The next week’s books of the Insolvent Fates, however, being not yet opened, there is the usual rush to the Veneerings, of the people who go to their house to dine with one another and not with them. There is Lady Tippins. There are Podsnap the Great, and Mrs Podsnap. There is Twemlow. There are Buffer, Boots, and Brewer. There is the Contractor, who is Providence to five hundred thousand men. There is the Chairman, travelling three thousand miles per week. There is the brilliant genius who turned the shares into that remarkably exact sum of three hundred and seventy five thousand pounds, no shillings, and nopence.
To whom, add Mortimer Lightwood, coming in among them with a reassumption of his old languid air, founded on Eugene, and belonging to the days when he told the story of the man from Somewhere.

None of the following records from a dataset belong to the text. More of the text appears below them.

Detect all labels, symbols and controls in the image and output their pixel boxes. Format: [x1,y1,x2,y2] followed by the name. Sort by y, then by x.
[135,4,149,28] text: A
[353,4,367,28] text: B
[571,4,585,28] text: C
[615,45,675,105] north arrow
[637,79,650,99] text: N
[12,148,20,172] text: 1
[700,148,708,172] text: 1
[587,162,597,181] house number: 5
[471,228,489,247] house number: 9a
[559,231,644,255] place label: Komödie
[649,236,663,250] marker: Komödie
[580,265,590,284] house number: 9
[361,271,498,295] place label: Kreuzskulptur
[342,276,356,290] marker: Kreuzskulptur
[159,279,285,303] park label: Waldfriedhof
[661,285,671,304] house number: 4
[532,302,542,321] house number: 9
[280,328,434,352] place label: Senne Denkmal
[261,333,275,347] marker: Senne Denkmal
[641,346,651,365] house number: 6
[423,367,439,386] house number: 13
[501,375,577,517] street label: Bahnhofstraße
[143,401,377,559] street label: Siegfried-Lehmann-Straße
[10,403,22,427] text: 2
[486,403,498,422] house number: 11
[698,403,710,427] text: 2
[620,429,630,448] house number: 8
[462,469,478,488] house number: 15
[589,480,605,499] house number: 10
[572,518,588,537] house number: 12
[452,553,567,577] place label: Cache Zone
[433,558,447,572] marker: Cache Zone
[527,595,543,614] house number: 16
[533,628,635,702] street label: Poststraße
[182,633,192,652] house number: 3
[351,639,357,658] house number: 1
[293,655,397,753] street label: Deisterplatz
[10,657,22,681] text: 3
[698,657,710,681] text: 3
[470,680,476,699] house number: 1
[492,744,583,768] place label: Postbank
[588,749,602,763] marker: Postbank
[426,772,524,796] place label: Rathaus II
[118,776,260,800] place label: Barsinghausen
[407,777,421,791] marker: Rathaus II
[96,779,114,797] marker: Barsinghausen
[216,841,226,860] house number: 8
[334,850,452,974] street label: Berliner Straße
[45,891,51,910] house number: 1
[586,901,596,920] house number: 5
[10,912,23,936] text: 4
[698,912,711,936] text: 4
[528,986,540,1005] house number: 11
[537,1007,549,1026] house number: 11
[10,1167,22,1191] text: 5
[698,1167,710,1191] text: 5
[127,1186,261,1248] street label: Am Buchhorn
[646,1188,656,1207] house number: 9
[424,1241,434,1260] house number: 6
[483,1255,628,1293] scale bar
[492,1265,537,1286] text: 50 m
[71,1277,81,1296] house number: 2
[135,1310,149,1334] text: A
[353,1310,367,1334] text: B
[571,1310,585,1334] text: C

That fresh fairy, Tippins, all but screams at sight of her false swain. She summons the deserter to her with her fan; but the deserter, predetermined not to come, talks Britain with Podsnap. Podsnap always talks Britain, and talks as if he were a sort of Private Watchman employed, in the British interests, against the rest of the world. ‘We know what Russia means, sir,’ says Podsnap; ‘we know what France wants; we see what America is up to; but we know what England is. That’s enough for us.’
However, when dinner is served, and Lightwood drops into his old place over against Lady Tippins, she can be fended off no longer. ‘Long banished Robinson Crusoe,’ says the charmer, exchanging salutations, ‘how did you leave the Island?’

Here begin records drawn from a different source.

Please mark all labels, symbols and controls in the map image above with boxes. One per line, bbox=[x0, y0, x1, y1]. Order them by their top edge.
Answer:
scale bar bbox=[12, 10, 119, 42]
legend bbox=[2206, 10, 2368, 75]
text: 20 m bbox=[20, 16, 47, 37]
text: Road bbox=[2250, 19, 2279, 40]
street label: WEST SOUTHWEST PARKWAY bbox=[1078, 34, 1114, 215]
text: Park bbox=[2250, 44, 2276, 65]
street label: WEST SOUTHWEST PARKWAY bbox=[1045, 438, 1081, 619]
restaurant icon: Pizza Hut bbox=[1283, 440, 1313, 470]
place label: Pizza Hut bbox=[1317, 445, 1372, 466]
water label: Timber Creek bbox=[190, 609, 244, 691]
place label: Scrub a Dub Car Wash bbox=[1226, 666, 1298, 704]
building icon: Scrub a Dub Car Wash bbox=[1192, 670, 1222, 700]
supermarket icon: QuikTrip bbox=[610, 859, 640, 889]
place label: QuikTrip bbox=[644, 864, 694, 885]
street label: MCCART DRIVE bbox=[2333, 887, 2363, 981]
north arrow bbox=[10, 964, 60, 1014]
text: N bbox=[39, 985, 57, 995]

‘Thank you,’ says Lightwood. ‘It made no complaint of being in pain anywhere.’
‘Say, how did you leave the savages?’ asks Lady Tippins.
‘They were becoming civilized when I left Juan Fernandez,’ says Lightwood. ‘At least they were eating one another, which looked like it.’
‘Tormentor!’ returns the dear young creature. ‘You know what I mean, and you trifle with my impatience. Tell me something, immediately, about the married pair. You were at the wedding.’
‘Was I, by-the-by?’ Mortimer pretends, at great leisure, to consider. ‘So I was!’
‘How was the bride dressed? In rowing costume?’
Mortimer looks gloomy, and declines to answer.
‘I hope she steered herself, skiffed herself, paddled herself, larboarded and starboarded herself, or whatever the technical term may be, to the ceremony?’ proceeds the playful Tippins.
‘However she got to it, she graced it,’ says Mortimer.
Lady Tippins with a skittish little scream, attracts the general attention. ‘Graced it! Take care of me if I faint, Veneering. He means to tell us, that a horrid female waterman is graceful!’
‘Pardon me. I mean to tell you nothing, Lady Tippins,’ replies Lightwood. And keeps his word by eating his dinner with a show of the utmost indifference.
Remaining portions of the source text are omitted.